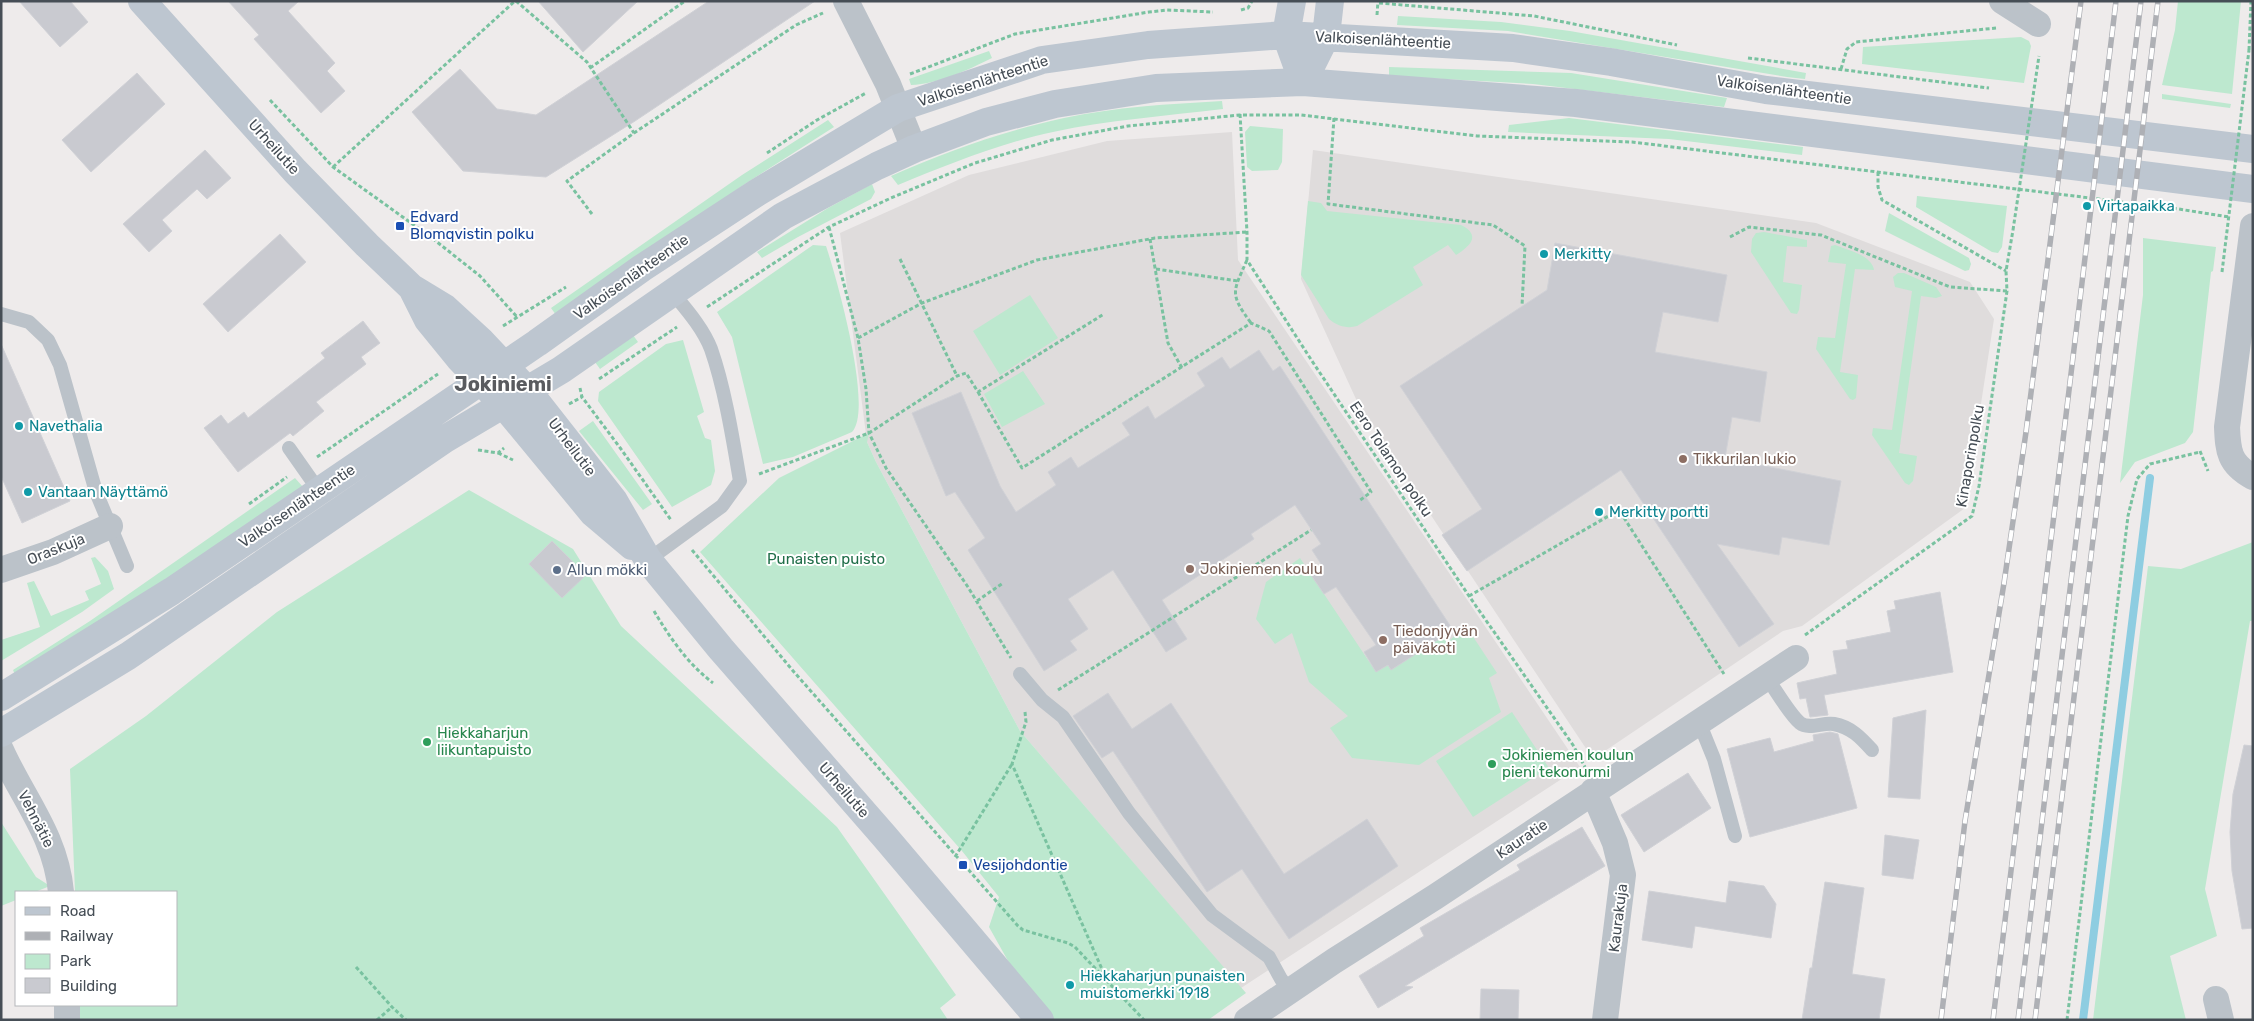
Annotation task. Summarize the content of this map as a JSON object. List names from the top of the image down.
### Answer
{
  "streets": {
    "main road": ["Valkoisenlähteentie", "Urheilutie"],
    "street": [
      "Oraskuja",
      "Vehnätie",
      "Kauratie",
      "Kaurakuja"
    ],
    "path": ["Kinaporinpolku", "Eero Tolamon polku"]
  },
  "crossings": [
    ["Valkoisenlähteentie", "Urheilutie"],
    ["Kinaporinpolku", "Kauratie"],
    ["Eero Tolamon polku", "Kauratie"],
    ["Eero Tolamon polku", "Kaurakuja"],
    ["Kauratie", "Kaurakuja"]
  ],
  "districts": ["Jokiniemi"],
  "parks": ["Punaisten puisto"],
  "places": {
    "other": [
      "Virtapaikka",
      "Merkitty",
      "Navethalia",
      "Tikkurilan lukio",
      "Vantaan Näyttämö",
      "Merkitty portti",
      "Jokiniemen koulu",
      "Allun mökki",
      "Tiedonjyvän päiväkoti",
      "Hiekkaharjun liikuntapuisto",
      "Jokiniemen koulun pieni tekonurmi",
      "Hiekkaharjun punaisten muistomerkki 1918"
    ],
    "transit": ["Edvard Blomqvistin polku", "Vesijohdontie"]
  },
  "legend": [
    "Road",
    "Railway",
    "Park",
    "Building"
  ]
}
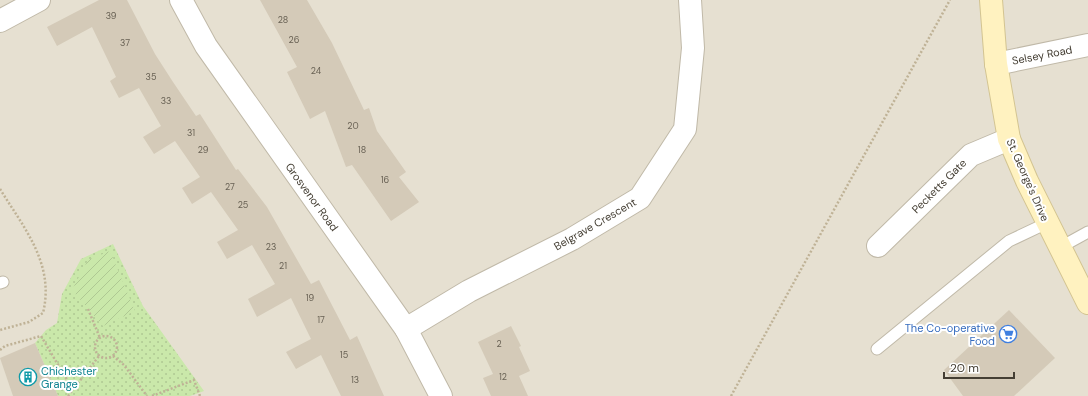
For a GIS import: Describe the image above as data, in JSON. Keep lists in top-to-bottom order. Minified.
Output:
{"streets":{"main road":["St. George's Drive"],"street":["Selsey Road","Pecketts Gate","Grosvenor Road","Belgrave Crescent"]},"crossings":[["Selsey Road","St. George's Drive"],["St. George's Drive","Pecketts Gate"],["Grosvenor Road","Belgrave Crescent"]],"places":{"supermarket":["The Co-operative Food"],"building":["Chichester Grange"]},"house_numbers":["39","28","26","37","24","35","33","20","31","29","18","16","27","25","23","21","19","17","2","15","12","13"],"scale_bar":"20 m"}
——————
# Problem description:
Copy the records exactly as they appear, excluding images.

# Task result:
Annotation task. Summarize the content of this map as a JSON object. List names from the top of the image down.
### Answer
{
  "streets": {
    "main road": ["Valkoisenlähteentie", "Urheilutie"],
    "street": [
      "Oraskuja",
      "Vehnätie",
      "Kauratie",
      "Kaurakuja"
    ],
    "path": ["Kinaporinpolku", "Eero Tolamon polku"]
  },
  "crossings": [
    ["Valkoisenlähteentie", "Urheilutie"],
    ["Kinaporinpolku", "Kauratie"],
    ["Eero Tolamon polku", "Kauratie"],
    ["Eero Tolamon polku", "Kaurakuja"],
    ["Kauratie", "Kaurakuja"]
  ],
  "districts": ["Jokiniemi"],
  "parks": ["Punaisten puisto"],
  "places": {
    "other": [
      "Virtapaikka",
      "Merkitty",
      "Navethalia",
      "Tikkurilan lukio",
      "Vantaan Näyttämö",
      "Merkitty portti",
      "Jokiniemen koulu",
      "Allun mökki",
      "Tiedonjyvän päiväkoti",
      "Hiekkaharjun liikuntapuisto",
      "Jokiniemen koulun pieni tekonurmi",
      "Hiekkaharjun punaisten muistomerkki 1918"
    ],
    "transit": ["Edvard Blomqvistin polku", "Vesijohdontie"]
  },
  "legend": [
    "Road",
    "Railway",
    "Park",
    "Building"
  ]
}
For a GIS import: Describe the image above as data, in JSON. Keep lists in top-to-bottom order. Minified.
Output:
{"streets":{"main road":["St. George's Drive"],"street":["Selsey Road","Pecketts Gate","Grosvenor Road","Belgrave Crescent"]},"crossings":[["Selsey Road","St. George's Drive"],["St. George's Drive","Pecketts Gate"],["Grosvenor Road","Belgrave Crescent"]],"places":{"supermarket":["The Co-operative Food"],"building":["Chichester Grange"]},"house_numbers":["39","28","26","37","24","35","33","20","31","29","18","16","27","25","23","21","19","17","2","15","12","13"],"scale_bar":"20 m"}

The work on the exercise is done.